It’s really a shame that, when Michael Crichton brought Runaway to the big screen, he wasn’t graced with a big budget or serious Hollywood support. The lack of both shows in his film about an America filled with automation, including self-driving cars, robot maids, flying drones… and a terrorist dedicated to hacking those things in order to kill people.
Michael Crichton’s only mistake in creating this movie was giving it to us too early. If he had brought this to Hollywood in the 2000s, it could have been his greatest hit.
Runaway was released in 1984, a decade after Crichton had given us Westworld and three years after another low-budget SF thriller, Looker. In Runaway, Tom Selleck plays police officer Jack Ramsay, who specializes in catching and shutting down malfunctioning, “runaway” robots that become a threat to the public. Just as he’s breaking in a new partner, a terrorist named Luther (played by—gulp—Gene Simmons!) has bribed some electronics programmers to obtain robot-controlling chips that can be programmed to kill a target.

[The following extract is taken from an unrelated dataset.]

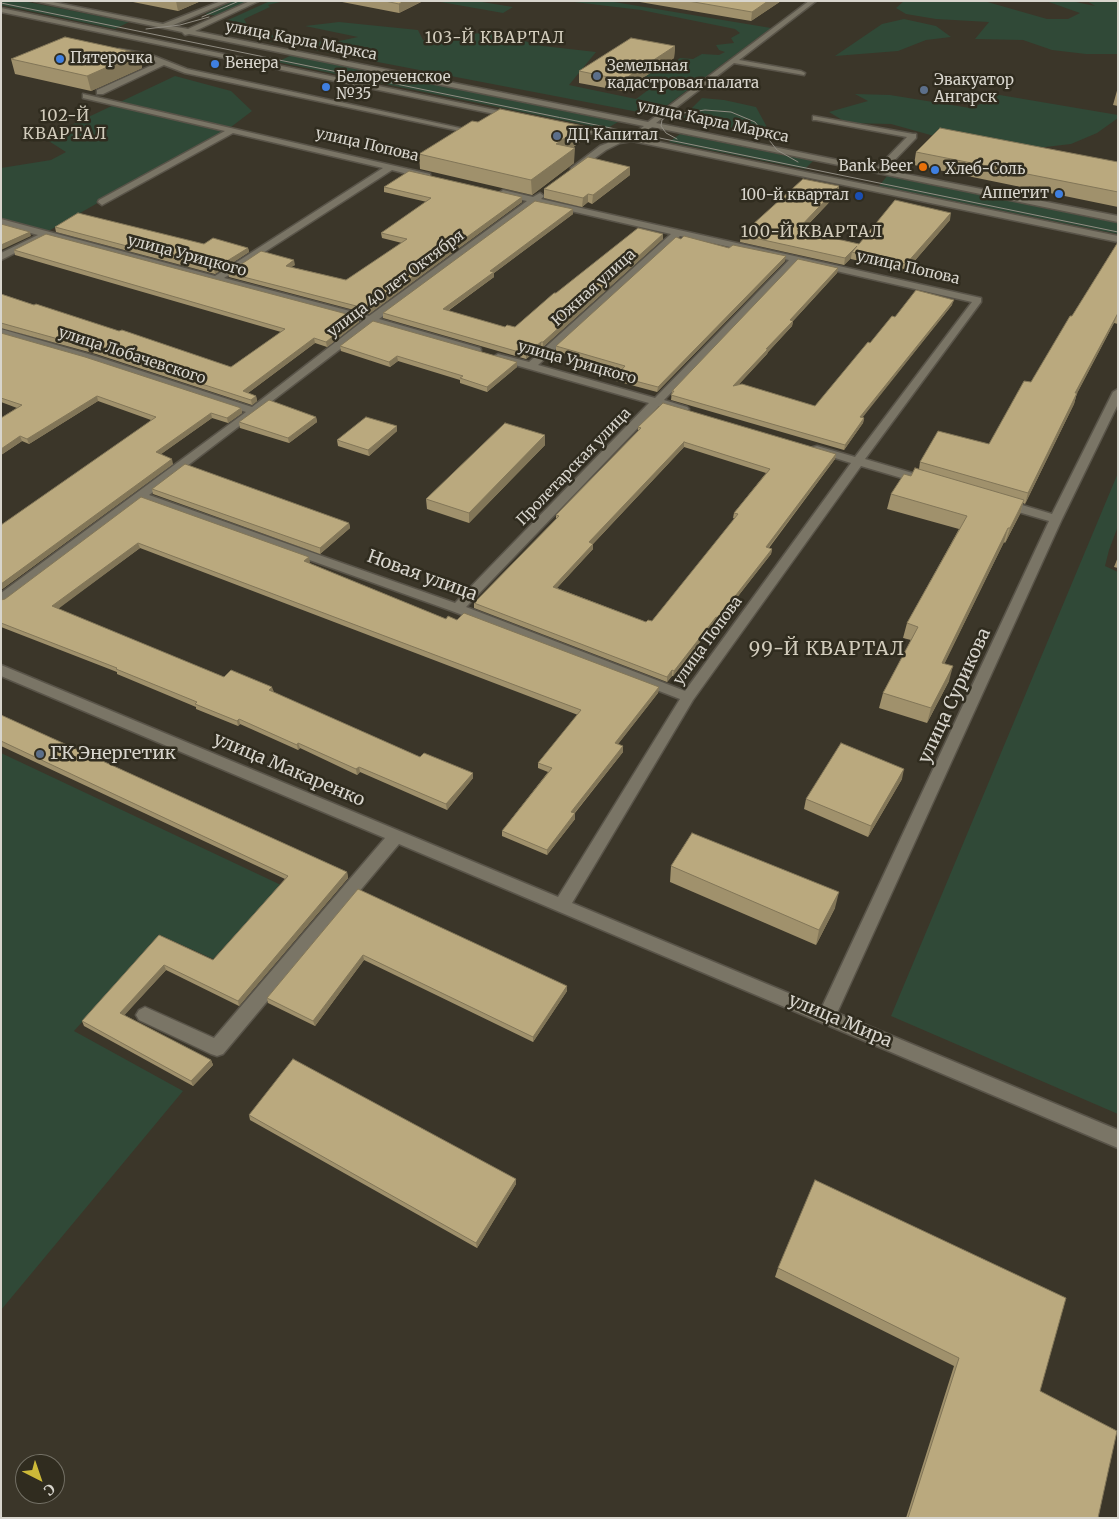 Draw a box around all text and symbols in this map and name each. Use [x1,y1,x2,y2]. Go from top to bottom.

When the terrorist kills one of the programmers for going back on the deal, and tries to kill the other using a domestic assistant bot that gets ahold of the family gun, Ramsay gets involved and discovers Luthor’s operation. Then it’s a race to find Luthor and shut him down, before he gets away with the chips and kills anyone else.
This film looks good in a lot of ways; most notably, the practical effects used for many of the robots in the film, like Lois, Ramsay’s maid-bot. Also, most of the actors are fairly easy on the eyes, in that 80s television sort of way. (I mean, Tom Selleck. Cynthia Rhodes. Stan Shaw. And check out a hot-looking Kirstie Alley, right.)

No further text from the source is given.